The chart below is another powerful one. It describes how much equity one will build over time. We have two things going on here. The first is appreciation. To keep things simple, I assumed the same $1,250 mortgage payment. I assumed someone could buy approximately a $300,000 house with this payment. The National Association of Realtors suggest the price of existing homes have increased on average 5.4% annually from 1968 to 2009. I was much more conservative. I modeled almost 1/3 of that at 2%.
What was the result? As you can see, your modest $5,000 investment will turn into almost $590,000 in 35 years. Keep in mind this is only one third the average we saw over the last 40 years. If history repeats itself, that $5,000 will turn into almost $1.8 million. Who needs a pension at that point? If you bought a house before 30, you’d have a nice nest egg by the time you’re 65 and ready to retire.

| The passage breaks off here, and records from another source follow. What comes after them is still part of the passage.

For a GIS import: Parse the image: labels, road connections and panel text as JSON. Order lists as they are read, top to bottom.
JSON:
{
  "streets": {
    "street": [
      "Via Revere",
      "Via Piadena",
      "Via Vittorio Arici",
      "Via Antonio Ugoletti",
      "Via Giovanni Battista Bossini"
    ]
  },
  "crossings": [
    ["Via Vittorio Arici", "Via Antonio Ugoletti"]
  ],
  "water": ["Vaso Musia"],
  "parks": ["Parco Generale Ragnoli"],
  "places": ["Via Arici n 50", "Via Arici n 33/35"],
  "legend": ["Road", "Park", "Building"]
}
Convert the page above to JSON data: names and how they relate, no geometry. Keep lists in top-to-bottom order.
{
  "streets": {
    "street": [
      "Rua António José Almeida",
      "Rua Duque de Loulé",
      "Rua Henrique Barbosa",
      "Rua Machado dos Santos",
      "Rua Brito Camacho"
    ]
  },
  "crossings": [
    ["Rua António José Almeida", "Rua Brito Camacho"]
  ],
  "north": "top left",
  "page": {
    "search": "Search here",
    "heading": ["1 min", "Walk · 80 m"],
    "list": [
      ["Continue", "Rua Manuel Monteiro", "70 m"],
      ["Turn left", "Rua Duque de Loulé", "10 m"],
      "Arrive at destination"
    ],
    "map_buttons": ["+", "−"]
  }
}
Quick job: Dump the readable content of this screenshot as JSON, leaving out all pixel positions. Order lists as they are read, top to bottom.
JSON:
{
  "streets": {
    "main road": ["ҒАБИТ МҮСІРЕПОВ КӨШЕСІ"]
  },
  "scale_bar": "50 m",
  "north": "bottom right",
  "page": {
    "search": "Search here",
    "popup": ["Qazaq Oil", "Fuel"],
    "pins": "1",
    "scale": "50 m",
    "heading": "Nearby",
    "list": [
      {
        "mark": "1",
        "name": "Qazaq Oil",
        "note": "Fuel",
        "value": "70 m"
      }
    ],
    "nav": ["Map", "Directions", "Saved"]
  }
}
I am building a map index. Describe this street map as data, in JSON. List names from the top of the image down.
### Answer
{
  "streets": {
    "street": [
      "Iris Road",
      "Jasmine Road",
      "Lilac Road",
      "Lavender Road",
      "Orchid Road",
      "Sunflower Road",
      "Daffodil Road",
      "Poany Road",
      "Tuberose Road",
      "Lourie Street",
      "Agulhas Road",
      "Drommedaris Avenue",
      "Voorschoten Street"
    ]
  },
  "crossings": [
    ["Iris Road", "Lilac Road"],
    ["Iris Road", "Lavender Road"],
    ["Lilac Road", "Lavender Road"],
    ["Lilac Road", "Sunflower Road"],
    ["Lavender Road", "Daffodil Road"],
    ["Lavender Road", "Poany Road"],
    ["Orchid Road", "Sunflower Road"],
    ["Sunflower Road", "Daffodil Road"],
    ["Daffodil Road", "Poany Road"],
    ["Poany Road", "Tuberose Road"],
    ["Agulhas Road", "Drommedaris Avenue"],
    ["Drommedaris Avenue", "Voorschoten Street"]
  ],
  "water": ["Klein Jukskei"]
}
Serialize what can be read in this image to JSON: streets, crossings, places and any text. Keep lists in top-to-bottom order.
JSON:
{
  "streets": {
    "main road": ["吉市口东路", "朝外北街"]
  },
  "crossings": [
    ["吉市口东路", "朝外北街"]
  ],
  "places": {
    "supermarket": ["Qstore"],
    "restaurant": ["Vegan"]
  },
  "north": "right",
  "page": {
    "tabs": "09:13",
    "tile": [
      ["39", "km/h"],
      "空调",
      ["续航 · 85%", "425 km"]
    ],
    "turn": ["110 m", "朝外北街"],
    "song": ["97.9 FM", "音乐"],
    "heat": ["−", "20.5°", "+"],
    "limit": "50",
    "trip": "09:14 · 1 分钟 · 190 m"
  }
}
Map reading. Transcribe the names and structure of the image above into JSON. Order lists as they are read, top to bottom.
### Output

What does the renter get after 35 years? Maybe a thank you for making someone else’s retirement?
I’m Paying for This Rental Anyways, May as Well Own It
One of the biggest reasons people rent is that they don’t want to deal with the “broken sink” or the “leaky toilet.” Well guess what; when you are paying rent, keep in mind you are paying someone else’s mortgage, someone else’s property taxes, someone else’s HOA dues, someone to manage your phone calls, and a portion of your rent goes towards the cost of fixing things that break in the house. Whether you rent or own, you are paying these things. The only difference is that when you buy a house, you don’t pay a profit for someone else. That part you get to save/keep.
Landlords wouldn’t be in business if they didn’t make money on you. Every time you call them to repair something, they will repair it, but remember, your rent goes up each year for a reason. They have to recoup their repairs somehow. Why not be the one making money on yourself. Why give it to someone else?
I Will Save Thousands of Dollars This Year on My Taxes
Many people forget how much they pay Uncle Sam. Mostly because the vast majority of us are W2 employees and our employer “withholds” money for us to pay taxes. At the end of the year, we think that the rebate we get back or the amount we pay is the amount of tax we pay. In reality, the real tax we pay is the full amount that was taken from our paycheck every week for the last 52 weeks.
How will buying a house save me in taxes? Here’s a simple scenario. Mortgage interest and property taxes are tax deductible. Back to our example, at a 1.29% property tax rate, $3,870 in property taxes and $8,809.95 in interest (for a total of $12,679.95) are tax deductible each year.
That means the government will let you make $12,680 tax free. Your income drops by $12,680. If you are in the 28% tax bracket, that means you will save in real dollars $3,550.39 in the first year. How’s that for a tax benefit. You may qualify for even more if you use a portion of your house as a home office, or pay for certain improvements, like solar.
Assuming all else being equal (and no increase in property tax), you will save $124,264 over the same 35-year period. What does the renter save: $0.
Now let’s pull this all together.
Pays $906,931 over 35 years
Makes $0 in equity
Saves $0 in Taxes
Real cost to rent per month: $2,159
Pays $450,000 over 35 years
Makes $590,000-1,800,000 in equity
Saves $125,000 in actual dollars
Real cost to own: $0 (left with an asset)
Why rent when you can own? Over the long haul, the cost to own is negative. When you buy a house, you make more money than you spend.